The mayor shown with Wellness Center official Karen Avila to his right at Monday evening’s School Committee meeting at School Department headquarters on Vine Street. Changes are being made in what school kids are going to be eating and how the food is prepared and delivered. Shown in the background are some of the near 80 cafeteria employees who attended the meeting.
Students Will See Healthier Food
By Josh Resnek
About 80 cafeteria employees packed into the conference room at School Administration headquarters on Vine Street Monday night to hear about their future, now that Aramark, the public schools food provider, will not have their contract renewed in July.
Instead, a Request for Proposal (RFP) is being developed by the administration to attract as well as to outline exactly what the future is going to be when it comes to feeding the city’s school children, as well as to pay the tab for the changes to be made.
Right now, more than 7,000 school children are fed twice daily at all of the public schools.
“We need to teach the kids how to eat,” the mayor said.
“No one is going to lose their job.
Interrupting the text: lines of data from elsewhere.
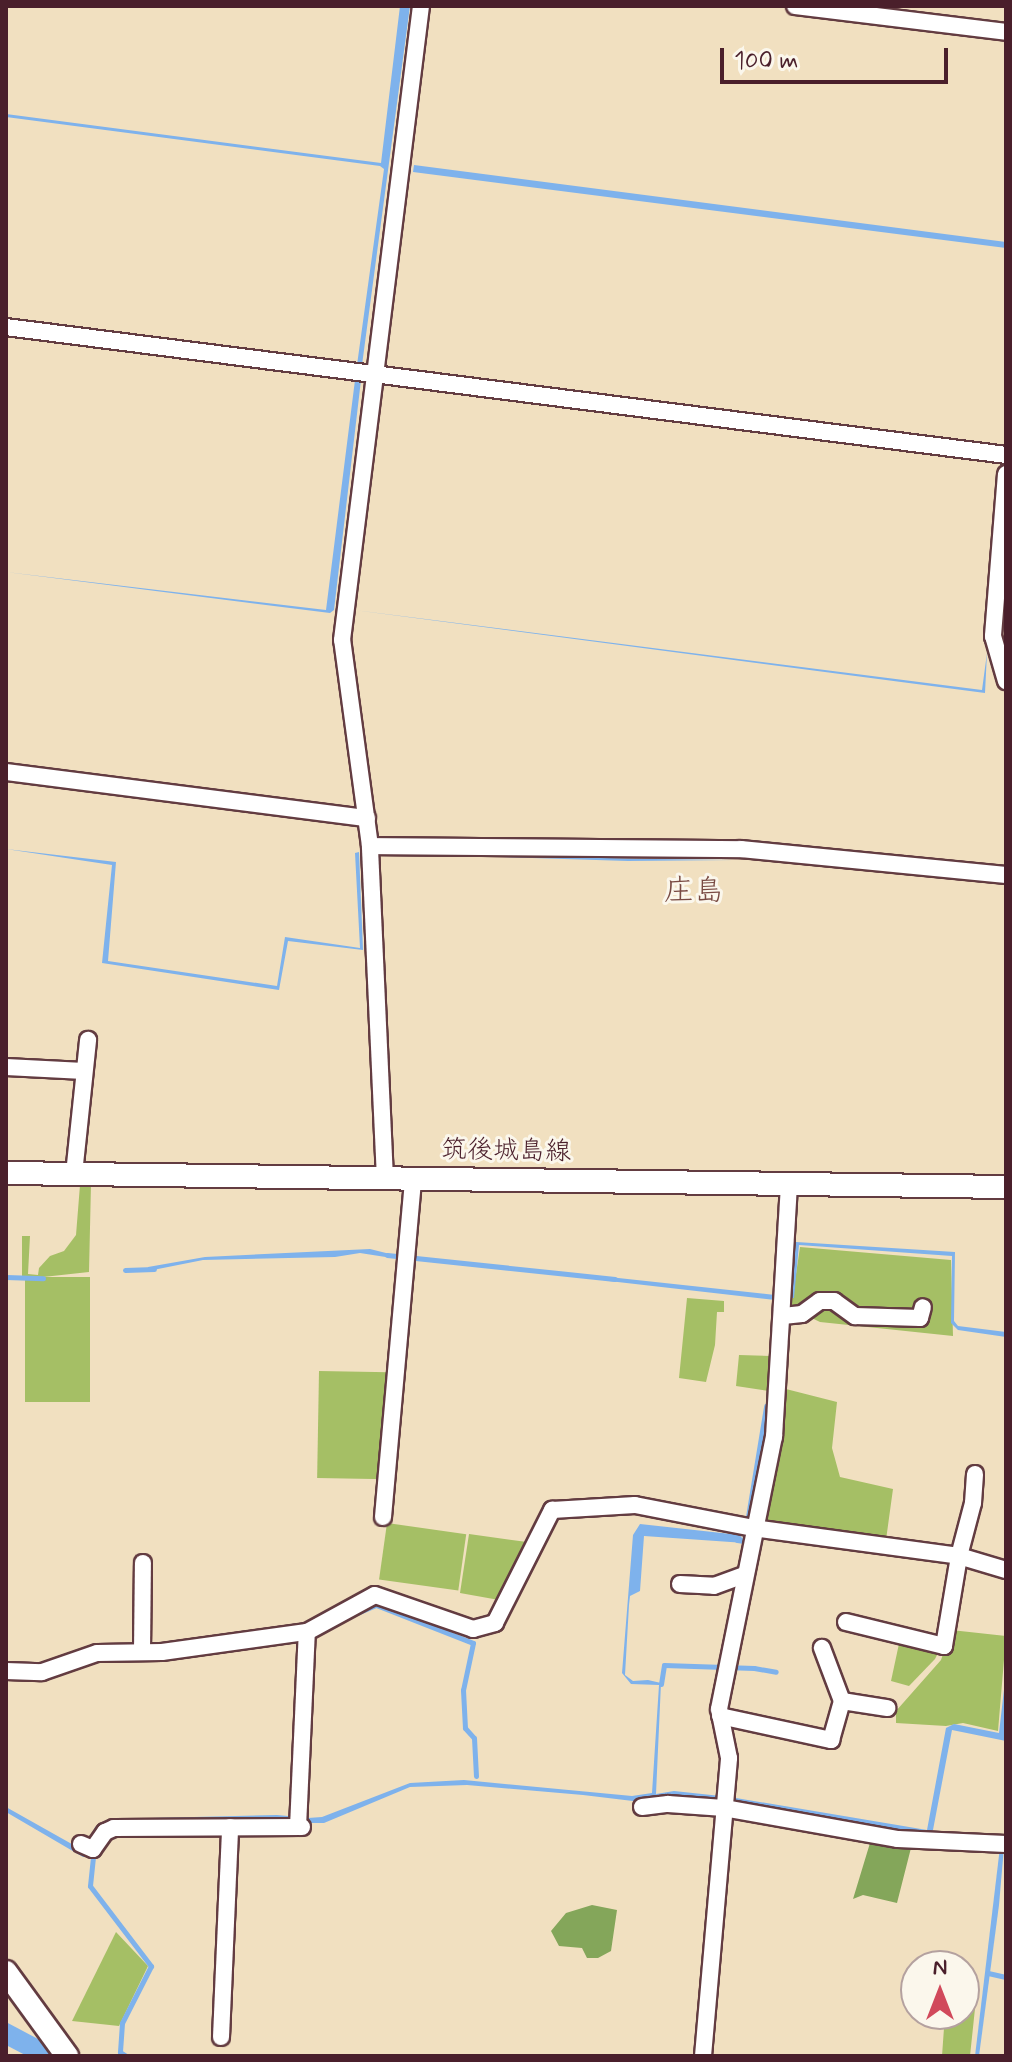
<!DOCTYPE html>
<html>
<head>
<meta charset="utf-8">
<style>
  body { margin:0 }
  #map { position:relative; width:1012px; height:2062px; overflow:hidden; background:#f1e0c0; font-family:Mynerve,"Klee One",sans-serif }
  div>[style] { position:absolute }
  .green>* { inset:0; background:#a5bf65; transform-origin:0 0 }
  .forest>* { inset:0; background:#84a65a }
  .water>* { inset:0; background:#7eb2ec }
  .stream>* { height:5px; margin:-2.5px; padding:0 2.5px; transform-origin:2.5px; border-radius:2.5px; background:#7eb2ec }
  .roads { filter:drop-shadow(2px 0 #633c41) drop-shadow(-2px 0 #633c41) drop-shadow(0 2px #633c41) drop-shadow(0 -2px #633c41) }
  .minor>* { height:16px; margin:-8px; padding:0 8px; transform-origin:8px; border-radius:8px; background:#fff }
  .secondary>* { height:22px; margin:-11px; padding:0 11px; transform-origin:11px; border-radius:11px; background:#fff }
  span { translate:-50% -50%; white-space:nowrap; text-align:center; line-height:1.15; -webkit-text-stroke:6px #fbf7ec; paint-order:stroke }
  .street-label { font-size:26px; color:#4a1f2b }
  .quarter-label { font-size:30px; color:#794a42 }
  .frame { position:absolute; inset:0; border:8px solid #4a1f2b; pointer-events:none }
  .north { position:absolute; left:900px; top:1950px; width:80px; height:80px; box-sizing:border-box; background:#fbf7ec; border:2px solid #b4a19f; border-radius:50%; rotate:0deg; font-size:22px; font-weight:700; line-height:32px; text-align:center; color:#4a1f2b }
  .north::after { content:''; display:block; margin:auto; width:28px; height:36px; background:#d1495b; clip-path:polygon(50% 0,100% 100%,50% 72%,0 100%) }
  .scale { position:absolute; left:720px; top:48px; width:228px; height:36px; box-sizing:border-box; border:4px solid #4a1f2b; border-top:0; padding-left:10px; font-size:24px; line-height:28px; white-space:nowrap; color:#4a1f2b; -webkit-text-stroke:6px #fbf7ec; paint-order:stroke }
</style>
</head>
<body>
<div id="map">
  <div class="green">
    <div style="clip-path:polygon(91px 1184px,89px 1272px,43px 1277px,22px 1276px,22px 1236px,30px 1236px,28px 1274px,38px 1275px,39px 1268px,50px 1256px,64px 1251px,76px 1235px,80px 1185px)"></div>
    <div style="clip-path:polygon(800px 1247px,951px 1260px,953px 1336px,820px 1322px,791px 1308px)"></div>
    <div style="left:90px;top:1277px;width:125px;height:65px;rotate:90deg"></div>
    <div style="clip-path:polygon(687px 1298px,724px 1301px,724px 1312px,717px 1312px,715px 1345px,706px 1382px,679px 1378px)"></div>
    <div style="clip-path:polygon(739px 1355px,771px 1356px,769px 1391px,736px 1386px)"></div>
    <div style="left:319px;top:1371px;width:70px;height:107px;rotate:1deg"></div>
    <div style="clip-path:polygon(782px 1388px,837px 1402px,832px 1448px,840px 1477px,893px 1489px,886px 1540px,762px 1522px)"></div>
    <div style="left:387px;top:1523px;width:80px;height:57px;rotate:8deg"></div>
    <div style="clip-path:polygon(469px 1534px,527px 1542px,499px 1600px,460px 1593px)"></div>
    <div style="clip-path:polygon(951px 1630px,1006px 1636px,998px 1731px,963px 1723px,946px 1726px,896px 1723px,896px 1711px,941px 1660px)"></div>
    <div style="clip-path:polygon(900px 1639px,940px 1649px,935px 1659px,909px 1686px,891px 1681px)"></div>
    <div style="clip-path:polygon(116px 1932px,148px 1966px,119px 2026px,72px 2021px)"></div>
    <div style="clip-path:polygon(964px 1999px,976px 1999px,970px 2056px,942px 2056px,945px 2014px,964px 2014px)"></div>
  </div>
  <div class="forest">
    <div style="clip-path:polygon(870px 1843px,911px 1848px,897px 1903px,863px 1895px,853px 1899px)"></div>
    <div style="clip-path:polygon(592px 1905px,617px 1910px,611px 1951px,598px 1958px,587px 1958px,582px 1948px,559px 1946px,551px 1931px,566px 1913px)"></div>
  </div>
  <div class="water">
    <div style="clip-path:polygon(400px 6px,410px 6px,362px 365px,357px 365px,384px 169px,380px 166px,6px 117px,6px 114px,381px 163px)"></div>
    <div style="clip-path:polygon(414px 165px,1006px 242px,1006px 248px,413px 172px)"></div>
    <div style="clip-path:polygon(355px 380px,361px 380px,334px 610px,330px 613px,6px 572px,326px 610px)"></div>
    <div style="clip-path:polygon(354px 610px,982px 690px,987px 653px,985px 693px)"></div>
    <div style="clip-path:polygon(6px 849px,116px 862px,108px 961px,277px 986px,285px 937px,360px 948px,355px 853px,359px 852px,363px 950px,288px 941px,279px 990px,102px 963px,112px 865px)"></div>
    <div style="clip-path:polygon(380px 853px,654px 859px,734px 860px,628px 861px)"></div>
    <div style="clip-path:polygon(796px 1242px,955px 1252px,954px 1321px,958px 1326px,1006px 1332px,1006px 1337px,958px 1330px,951px 1323px,952px 1256px,799px 1245px,794px 1298px,790px 1298px)"></div>
    <div style="clip-path:polygon(370px 1249px,394px 1255px,392px 1258px,360px 1253px,335px 1257px,203px 1260px,148px 1271px,148px 1267px,205px 1257px)"></div>
    <div style="clip-path:polygon(609px 1277px,775px 1295px,775px 1300px,609px 1281px)"></div>
    <div style="clip-path:polygon(640px 1524px,740px 1535px,745px 1543px,644px 1536px,640px 1591px,630px 1596px,629px 1605px,625px 1675px,633px 1681px,648px 1680px,661px 1683px,656px 1794px,674px 1791px,730px 1797px,927px 1830px,946px 1728px,954px 1724px,999px 1733px,1006px 1672px,1006px 1741px,952px 1730px,933px 1830px,925px 1836px,583px 1795px,467px 1785px,410px 1787px,324px 1823px,309px 1823px,308px 1818px,322px 1817px,410px 1783px,464px 1780px,632px 1796px,652px 1793px,659px 1685px,631px 1684px,622px 1673px,633px 1535px)"></div>
    <div style="clip-path:polygon(6px 1807px,86px 1852px,95px 1827px,110px 1819px,277px 1815px,288px 1816px,288px 1821px,97px 1835px,91px 1857px,83px 1857px,6px 1812px)"></div>
    <div style="clip-path:polygon(1000px 1847px,1004px 1847px,999px 1905px,979px 2056px,975px 2056px)"></div>
    <div style="clip-path:polygon(6px 2022px,70px 2056px,27px 2056px,6px 2045px)"></div>
  </div>
  <div class="stream">
    <div style="left:387px;top:1255px;width:229px;rotate:6deg"></div>
    <div style="left:125px;top:1270px;width:29px;rotate:-2deg"></div>
    <div style="left:6px;top:1277px;width:37px;rotate:2deg"></div>
    <div style="left:737px;top:1540px;width:7px;rotate:8deg"></div>
    <div style="left:744px;top:1541px;width:137px;rotate:-80.7deg"></div>
    <div style="left:357px;top:1613px;width:21px;rotate:-23deg"></div>
    <div style="left:376px;top:1605px;width:104px;rotate:21.4deg"></div>
    <div style="left:473px;top:1643px;width:48px;rotate:102deg"></div>
    <div style="left:463px;top:1690px;width:38px;rotate:87deg"></div>
    <div style="left:465px;top:1728px;width:13px;rotate:48deg"></div>
    <div style="left:474px;top:1738px;width:38px;rotate:87deg"></div>
    <div style="left:661px;top:1684px;width:19px;rotate:-81deg"></div>
    <div style="left:664px;top:1665px;width:90px;rotate:1.9deg"></div>
    <div style="left:754px;top:1668px;width:22px;rotate:10deg"></div>
    <div style="left:89px;top:1855px;width:4px;rotate:27deg"></div>
    <div style="left:93px;top:1857px;width:29px;rotate:96deg"></div>
    <div style="left:90px;top:1886px;width:101px;rotate:52.7deg"></div>
    <div style="left:151px;top:1966px;width:64px;rotate:117deg"></div>
    <div style="left:122px;top:2023px;width:29px;rotate:94deg"></div>
    <div style="left:120px;top:2052px;width:7px;rotate:34deg"></div>
    <div style="left:988px;top:1973px;width:18px;rotate:13deg"></div>
  </div>
  <div class="roads">
    <div class="minor">
      <div style="left:795px;top:6px;width:213px;rotate:7deg"></div>
      <div style="left:6px;top:327px;width:1008px;rotate:7.29deg"></div>
      <div style="left:1006px;top:474px;width:163px;rotate:94.6deg"></div>
      <div style="left:993px;top:636px;width:47px;rotate:73.9deg"></div>
      <div style="left:6px;top:772px;width:364px;rotate:7.3deg"></div>
      <div style="left:370px;top:846px;width:371px;rotate:0.5deg"></div>
      <div style="left:741px;top:849px;width:266px;rotate:5.6deg"></div>
      <div style="left:6px;top:1067px;width:78px;rotate:2.9deg"></div>
      <div style="left:74px;top:1174px;width:135px;rotate:-84deg"></div>
      <div style="left:385px;top:1179px;width:333px;rotate:-92.6deg"></div>
      <div style="left:370px;top:846px;width:208px;rotate:-97.7deg"></div>
      <div style="left:342px;top:640px;width:639px;rotate:-82.9deg"></div>
      <div style="left:783px;top:1316px;width:19px;rotate:-6deg"></div>
      <div style="left:802px;top:1314px;width:22px;rotate:-36deg"></div>
      <div style="left:820px;top:1301px;width:14px"></div>
      <div style="left:834px;top:1301px;width:26px;rotate:36deg"></div>
      <div style="left:855px;top:1316px;width:65px;rotate:1.8deg"></div>
      <div style="left:920px;top:1318px;width:11px;rotate:-75deg"></div>
      <div style="left:383px;top:1517px;width:339px;rotate:-84.9deg"></div>
      <div style="left:680px;top:1584px;width:34px;rotate:3deg"></div>
      <div style="left:714px;top:1586px;width:32px;rotate:-20deg"></div>
      <div style="left:846px;top:1622px;width:101px;rotate:13.8deg"></div>
      <div style="left:944px;top:1646px;width:91px;rotate:-80.5deg"></div>
      <div style="left:959px;top:1556px;width:55px;rotate:-75.2deg"></div>
      <div style="left:973px;top:1503px;width:29px;rotate:-86deg"></div>
      <div style="left:142px;top:1652px;width:89px;rotate:-89.4deg"></div>
      <div style="left:6px;top:1671px;width:36px;rotate:2deg"></div>
      <div style="left:42px;top:1672px;width:58px;rotate:-19.1deg"></div>
      <div style="left:97px;top:1653px;width:65px;rotate:-0.9deg"></div>
      <div style="left:162px;top:1652px;width:146px;rotate:-7.9deg"></div>
      <div style="left:307px;top:1632px;width:77px;rotate:-28.6deg"></div>
      <div style="left:375px;top:1595px;width:104px;rotate:19.1deg"></div>
      <div style="left:473px;top:1629px;width:23px;rotate:-15deg"></div>
      <div style="left:495px;top:1623px;width:127px;rotate:-63.2deg"></div>
      <div style="left:552px;top:1510px;width:83px;rotate:-3.4deg"></div>
      <div style="left:635px;top:1505px;width:120px;rotate:11deg"></div>
      <div style="left:753px;top:1528px;width:208px;rotate:7.7deg"></div>
      <div style="left:959px;top:1556px;width:49px;rotate:16.6deg"></div>
      <div style="left:842px;top:1701px;width:46px;rotate:8.8deg"></div>
      <div style="left:720px;top:1716px;width:114px;rotate:12.2deg"></div>
      <div style="left:831px;top:1740px;width:41px;rotate:-74.2deg"></div>
      <div style="left:842px;top:1701px;width:57px;rotate:-110.7deg"></div>
      <div style="left:642px;top:1807px;width:26px;rotate:-7deg"></div>
      <div style="left:668px;top:1804px;width:56px;rotate:4.1deg"></div>
      <div style="left:724px;top:1808px;width:177px;rotate:10.1deg"></div>
      <div style="left:898px;top:1839px;width:108px;rotate:2.7deg"></div>
      <div style="left:298px;top:1827px;width:195px;rotate:-87.4deg"></div>
      <div style="left:81px;top:1844px;width:13px;rotate:23deg"></div>
      <div style="left:93px;top:1849px;width:21px;rotate:-55deg"></div>
      <div style="left:105px;top:1832px;width:10px;rotate:-24deg"></div>
      <div style="left:114px;top:1828px;width:188px;rotate:-0.3deg"></div>
      <div style="left:221px;top:2037px;width:210px;rotate:-87.5deg"></div>
      <div style="left:703px;top:2056px;width:299px;rotate:-85deg"></div>
      <div style="left:729px;top:1758px;width:50px;rotate:-101.5deg"></div>
      <div style="left:719px;top:1709px;width:278px;rotate:-78.6deg"></div>
      <div style="left:774px;top:1437px;width:253px;rotate:-86.6deg"></div>
    </div>
    <div class="secondary">
      <div style="left:6px;top:1173px;width:1000px;rotate:0.8deg"></div>
      <div style="left:6px;top:1972px;width:104px;rotate:54deg"></div>
    </div>
  </div>
  <div class="street-label">
    <span style="left:506px;top:1152px;rotate:1deg">筑後城島線</span>
  </div>
  <div class="quarter-label">
    <span style="left:694px;top:892px">庄島</span>
  </div>
  <div class="frame"></div>
  <div class="north">N</div>
  <div class="scale">100 m</div>
</div>
</body>
</html>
This will be better for the kids,” he said.
This highly public outing was the first for the mayor into the School Department community since former School Superintendent Frederick Foresteire retired.
Under the new system replacing Aramark, kids will be offered fewer choices but healthier choices, according to the mayor.
“They will be eating better food,” he said.
The new contract is believed to be worth about $5.1 million, all of it reimbursed by the Federal Government.
The city spends approximately $650,000 a month feeding school children.
In the absence of Foresteire, the mayor was allowed to do as he wants.
His new interest in the public schools means the post Foresteire period has begun in earnest.